Problem details:
Please copy out each entry, word for word.

++++++

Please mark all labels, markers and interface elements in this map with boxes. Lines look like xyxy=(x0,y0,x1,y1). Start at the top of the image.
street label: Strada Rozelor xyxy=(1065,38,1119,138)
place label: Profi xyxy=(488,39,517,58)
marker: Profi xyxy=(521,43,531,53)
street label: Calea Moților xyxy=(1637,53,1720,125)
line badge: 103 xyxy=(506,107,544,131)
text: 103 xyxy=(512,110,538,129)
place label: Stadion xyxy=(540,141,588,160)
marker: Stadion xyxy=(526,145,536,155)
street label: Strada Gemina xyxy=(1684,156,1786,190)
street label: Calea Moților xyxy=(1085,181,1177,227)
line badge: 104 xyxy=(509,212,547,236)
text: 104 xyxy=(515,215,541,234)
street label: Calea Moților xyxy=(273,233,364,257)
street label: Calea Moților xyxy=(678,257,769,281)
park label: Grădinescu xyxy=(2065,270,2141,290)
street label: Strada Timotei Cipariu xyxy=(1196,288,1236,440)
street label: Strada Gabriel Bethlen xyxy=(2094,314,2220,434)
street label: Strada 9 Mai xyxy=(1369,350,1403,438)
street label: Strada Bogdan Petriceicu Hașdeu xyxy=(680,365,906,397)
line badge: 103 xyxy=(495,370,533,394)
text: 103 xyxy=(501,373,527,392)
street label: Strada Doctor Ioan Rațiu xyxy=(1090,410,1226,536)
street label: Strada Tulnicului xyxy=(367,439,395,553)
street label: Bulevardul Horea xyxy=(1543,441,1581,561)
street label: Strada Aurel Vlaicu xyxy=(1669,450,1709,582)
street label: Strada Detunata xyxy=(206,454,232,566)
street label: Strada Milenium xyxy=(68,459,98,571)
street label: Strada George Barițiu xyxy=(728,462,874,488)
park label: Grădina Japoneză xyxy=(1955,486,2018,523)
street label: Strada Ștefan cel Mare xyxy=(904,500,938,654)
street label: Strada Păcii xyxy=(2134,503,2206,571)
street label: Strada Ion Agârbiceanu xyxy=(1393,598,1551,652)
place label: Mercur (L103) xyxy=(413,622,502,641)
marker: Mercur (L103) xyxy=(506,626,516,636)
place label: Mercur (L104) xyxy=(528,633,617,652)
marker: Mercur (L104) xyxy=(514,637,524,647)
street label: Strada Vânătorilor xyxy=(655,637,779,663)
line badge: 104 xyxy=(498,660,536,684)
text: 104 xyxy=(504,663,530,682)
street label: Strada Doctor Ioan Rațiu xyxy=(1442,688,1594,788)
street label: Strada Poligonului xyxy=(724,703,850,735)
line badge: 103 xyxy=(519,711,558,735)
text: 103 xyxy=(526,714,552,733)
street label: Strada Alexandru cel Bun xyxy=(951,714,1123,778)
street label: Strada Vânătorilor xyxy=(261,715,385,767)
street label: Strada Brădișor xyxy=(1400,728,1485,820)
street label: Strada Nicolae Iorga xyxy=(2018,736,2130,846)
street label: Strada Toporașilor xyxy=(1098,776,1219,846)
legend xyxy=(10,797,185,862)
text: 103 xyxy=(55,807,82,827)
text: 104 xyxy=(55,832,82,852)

++++++

Expected answer:
Please mark all labels, markers and interface elements in this map with boxes. Lines look like xyxy=(x0,y0,x1,y1). Start at the top of the image.
street label: Strada Rozelor xyxy=(1065,38,1119,138)
place label: Profi xyxy=(488,39,517,58)
marker: Profi xyxy=(521,43,531,53)
street label: Calea Moților xyxy=(1637,53,1720,125)
line badge: 103 xyxy=(506,107,544,131)
text: 103 xyxy=(512,110,538,129)
place label: Stadion xyxy=(540,141,588,160)
marker: Stadion xyxy=(526,145,536,155)
street label: Strada Gemina xyxy=(1684,156,1786,190)
street label: Calea Moților xyxy=(1085,181,1177,227)
line badge: 104 xyxy=(509,212,547,236)
text: 104 xyxy=(515,215,541,234)
street label: Calea Moților xyxy=(273,233,364,257)
street label: Calea Moților xyxy=(678,257,769,281)
park label: Grădinescu xyxy=(2065,270,2141,290)
street label: Strada Timotei Cipariu xyxy=(1196,288,1236,440)
street label: Strada Gabriel Bethlen xyxy=(2094,314,2220,434)
street label: Strada 9 Mai xyxy=(1369,350,1403,438)
street label: Strada Bogdan Petriceicu Hașdeu xyxy=(680,365,906,397)
line badge: 103 xyxy=(495,370,533,394)
text: 103 xyxy=(501,373,527,392)
street label: Strada Doctor Ioan Rațiu xyxy=(1090,410,1226,536)
street label: Strada Tulnicului xyxy=(367,439,395,553)
street label: Bulevardul Horea xyxy=(1543,441,1581,561)
street label: Strada Aurel Vlaicu xyxy=(1669,450,1709,582)
street label: Strada Detunata xyxy=(206,454,232,566)
street label: Strada Milenium xyxy=(68,459,98,571)
street label: Strada George Barițiu xyxy=(728,462,874,488)
park label: Grădina Japoneză xyxy=(1955,486,2018,523)
street label: Strada Ștefan cel Mare xyxy=(904,500,938,654)
street label: Strada Păcii xyxy=(2134,503,2206,571)
street label: Strada Ion Agârbiceanu xyxy=(1393,598,1551,652)
place label: Mercur (L103) xyxy=(413,622,502,641)
marker: Mercur (L103) xyxy=(506,626,516,636)
place label: Mercur (L104) xyxy=(528,633,617,652)
marker: Mercur (L104) xyxy=(514,637,524,647)
street label: Strada Vânătorilor xyxy=(655,637,779,663)
line badge: 104 xyxy=(498,660,536,684)
text: 104 xyxy=(504,663,530,682)
street label: Strada Doctor Ioan Rațiu xyxy=(1442,688,1594,788)
street label: Strada Poligonului xyxy=(724,703,850,735)
line badge: 103 xyxy=(519,711,558,735)
text: 103 xyxy=(526,714,552,733)
street label: Strada Alexandru cel Bun xyxy=(951,714,1123,778)
street label: Strada Vânătorilor xyxy=(261,715,385,767)
street label: Strada Brădișor xyxy=(1400,728,1485,820)
street label: Strada Nicolae Iorga xyxy=(2018,736,2130,846)
street label: Strada Toporașilor xyxy=(1098,776,1219,846)
legend xyxy=(10,797,185,862)
text: 103 xyxy=(55,807,82,827)
text: 104 xyxy=(55,832,82,852)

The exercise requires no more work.